Three fileserver cell, one fileserver, kug, suddenly stops serving
files; clients see 'connection timed out'.
AFS server processes seem to be running normally as reported by bos
status.
  # bos status kug -long -local
  Instance ptserver, (type is simple) currently running normally.
      Process last started at Sun Mar 28 16:51:58 2004 (2 proc starts)
      Last exit at Sun Mar 28 16:51:55 2004
      Command 1 is '/usr/afs/bin/ptserver'
  Instance vlserver, (type is simple) currently running normally.
      Process last started at Sun Mar 28 16:51:58 2004 (2 proc starts)
      Last exit at Sun Mar 28 16:51:55 2004
      Command 1 is '/usr/afs/bin/vlserver'
  Instance fs, (type is fs) currently running normally.

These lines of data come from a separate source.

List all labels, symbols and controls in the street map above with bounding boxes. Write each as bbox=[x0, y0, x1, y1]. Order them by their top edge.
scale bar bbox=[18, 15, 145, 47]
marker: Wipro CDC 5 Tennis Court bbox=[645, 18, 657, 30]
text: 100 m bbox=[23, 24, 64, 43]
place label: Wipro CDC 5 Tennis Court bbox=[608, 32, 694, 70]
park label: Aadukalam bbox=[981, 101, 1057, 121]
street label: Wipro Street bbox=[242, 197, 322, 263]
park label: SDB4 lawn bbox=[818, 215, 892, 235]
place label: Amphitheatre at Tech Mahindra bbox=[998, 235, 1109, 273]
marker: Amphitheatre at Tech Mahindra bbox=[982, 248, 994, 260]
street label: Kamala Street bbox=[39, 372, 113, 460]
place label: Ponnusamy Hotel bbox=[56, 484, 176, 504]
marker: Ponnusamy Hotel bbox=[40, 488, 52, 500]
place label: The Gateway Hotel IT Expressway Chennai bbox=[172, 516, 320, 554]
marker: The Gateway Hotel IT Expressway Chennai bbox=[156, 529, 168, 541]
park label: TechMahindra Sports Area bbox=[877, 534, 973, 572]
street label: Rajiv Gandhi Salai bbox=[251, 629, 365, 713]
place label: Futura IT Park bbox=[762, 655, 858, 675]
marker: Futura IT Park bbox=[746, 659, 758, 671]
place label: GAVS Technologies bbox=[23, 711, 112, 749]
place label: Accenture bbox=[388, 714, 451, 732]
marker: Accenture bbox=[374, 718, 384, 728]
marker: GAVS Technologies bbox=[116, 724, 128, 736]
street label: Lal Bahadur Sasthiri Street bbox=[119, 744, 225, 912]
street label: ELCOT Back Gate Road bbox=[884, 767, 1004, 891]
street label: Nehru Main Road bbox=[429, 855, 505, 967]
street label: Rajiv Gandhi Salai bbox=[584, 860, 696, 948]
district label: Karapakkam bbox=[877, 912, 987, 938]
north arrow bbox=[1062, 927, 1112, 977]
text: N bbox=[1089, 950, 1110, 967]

      Auxiliary status is: file server running.
      Process last started at Mon Mar 29 01:29:36 2004 (11 proc starts)
      Last exit at Mon Mar 29 01:29:36 2004
      Last error exit at Mon Mar 29 01:29:36 2004, by vol, by exiting
with code 1
      Command 1 is '/usr/afs/bin/fileserver'
      Command 2 is '/usr/afs/bin/volserver'
      Command 3 is '/usr/afs/bin/salvager'
  #
Port 2040 not being listened on:
  # netstat -tl | grep 2040
  # 
Get these errors from 2040 not being open:
   FSYNC_clientInit temporary failure (will retry): Connection refused
Any fs commands on kug's filesystems hang for a long time before timing
out.
strace on fileserver process finds process in seemingly hung state, ie.
no system calls until process is killed.
Haven't noticed anything else funny about /vicepa; salvages complete
with no errors.
Volume DB is frozen as long as fileserver process is running; once
fileserver is killed, voldb comes back online.

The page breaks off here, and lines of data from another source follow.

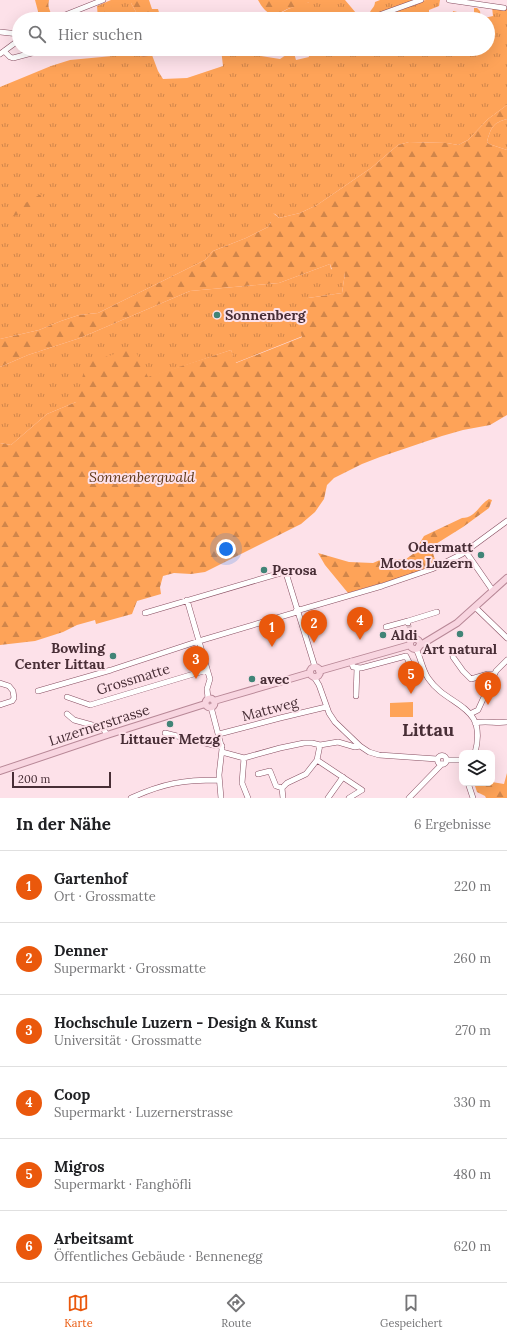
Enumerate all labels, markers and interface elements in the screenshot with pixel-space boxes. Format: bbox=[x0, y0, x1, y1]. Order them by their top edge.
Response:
search box bbox=[12, 12, 495, 56]
icon: search bbox=[26, 23, 48, 45]
text: Hier suchen bbox=[58, 25, 142, 44]
place label: Sonnenberg bbox=[225, 306, 307, 324]
marker: Sonnenberg bbox=[212, 310, 222, 320]
park label: Sonnenbergwald bbox=[89, 468, 195, 486]
place label: Odermatt Motos Luzern bbox=[380, 538, 473, 572]
your location bbox=[216, 539, 236, 559]
marker: Odermatt Motos Luzern bbox=[476, 550, 486, 560]
place label: Perosa bbox=[272, 561, 318, 579]
marker: Perosa bbox=[259, 565, 269, 575]
pin: 4 bbox=[347, 607, 373, 640]
pin: 2 bbox=[301, 610, 327, 643]
pin: 1 bbox=[259, 614, 285, 647]
place label: Aldi bbox=[391, 626, 418, 644]
marker: Art natural bbox=[455, 629, 465, 639]
marker: Aldi bbox=[378, 630, 388, 640]
place label: Bowling Center Littau bbox=[15, 639, 106, 673]
place label: Art natural bbox=[423, 640, 498, 658]
pin: 3 bbox=[183, 646, 209, 679]
marker: Bowling Center Littau bbox=[108, 651, 118, 661]
street label: Grossmatte bbox=[94, 659, 172, 699]
pin: 5 bbox=[398, 661, 424, 694]
place label: avec bbox=[260, 670, 290, 688]
pin: 6 bbox=[475, 672, 501, 705]
marker: avec bbox=[247, 674, 257, 684]
street label: Mattweg bbox=[240, 693, 300, 725]
street label: Luzernerstrasse bbox=[46, 700, 152, 750]
district label: Littau bbox=[402, 718, 454, 741]
marker: Littauer Metzg bbox=[165, 719, 175, 729]
place label: Littauer Metzg bbox=[120, 730, 221, 748]
map controls bbox=[459, 750, 495, 786]
button: layers bbox=[459, 750, 495, 786]
scale bar bbox=[12, 770, 111, 789]
text: 200 m bbox=[18, 772, 50, 786]
text: In der Nähe bbox=[16, 813, 111, 835]
text: 6 Ergebnisse bbox=[414, 816, 491, 833]
text: Gartenhof bbox=[54, 869, 128, 888]
text: 1 bbox=[26, 878, 32, 895]
text: 220 m bbox=[454, 878, 491, 895]
text: Ort · Grossmatte bbox=[54, 888, 156, 905]
text: Denner bbox=[54, 941, 108, 960]
text: 2 bbox=[26, 950, 32, 967]
text: 260 m bbox=[453, 950, 491, 967]
text: Supermarkt · Grossmatte bbox=[54, 960, 206, 977]
text: Hochschule Luzern - Design & Kunst bbox=[54, 1013, 317, 1032]
text: 3 bbox=[25, 1022, 33, 1039]
text: 270 m bbox=[455, 1022, 491, 1039]
text: Universität · Grossmatte bbox=[54, 1032, 202, 1049]
text: Coop bbox=[54, 1085, 90, 1104]
text: 4 bbox=[25, 1094, 33, 1111]
text: 330 m bbox=[453, 1094, 491, 1111]
text: Supermarkt · Luzernerstrasse bbox=[54, 1104, 233, 1121]
text: Migros bbox=[54, 1157, 105, 1176]
text: 5 bbox=[25, 1166, 33, 1183]
text: 480 m bbox=[454, 1166, 491, 1183]
text: Supermarkt · Fanghöfli bbox=[54, 1176, 191, 1193]
text: Arbeitsamt bbox=[54, 1229, 134, 1248]
text: 6 bbox=[25, 1238, 33, 1255]
text: 620 m bbox=[453, 1238, 491, 1255]
text: Öffentliches Gebäude · Bennenegg bbox=[54, 1248, 262, 1265]
tab: Karte bbox=[64, 1292, 93, 1330]
tab: Route bbox=[221, 1292, 251, 1330]
tab: Gespeichert bbox=[380, 1292, 443, 1330]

Lsof shows kug's fileserver process compared with another normally
running fileserver's process has similar files open, except
localhost:2040, and of course /vicepa files.
restarts and reboots don't help.
That's all I can think of.  Any ideas?  Thanks for any suggestions!  My
home directory is on this fileserver, so help will be appreciated extra!
        John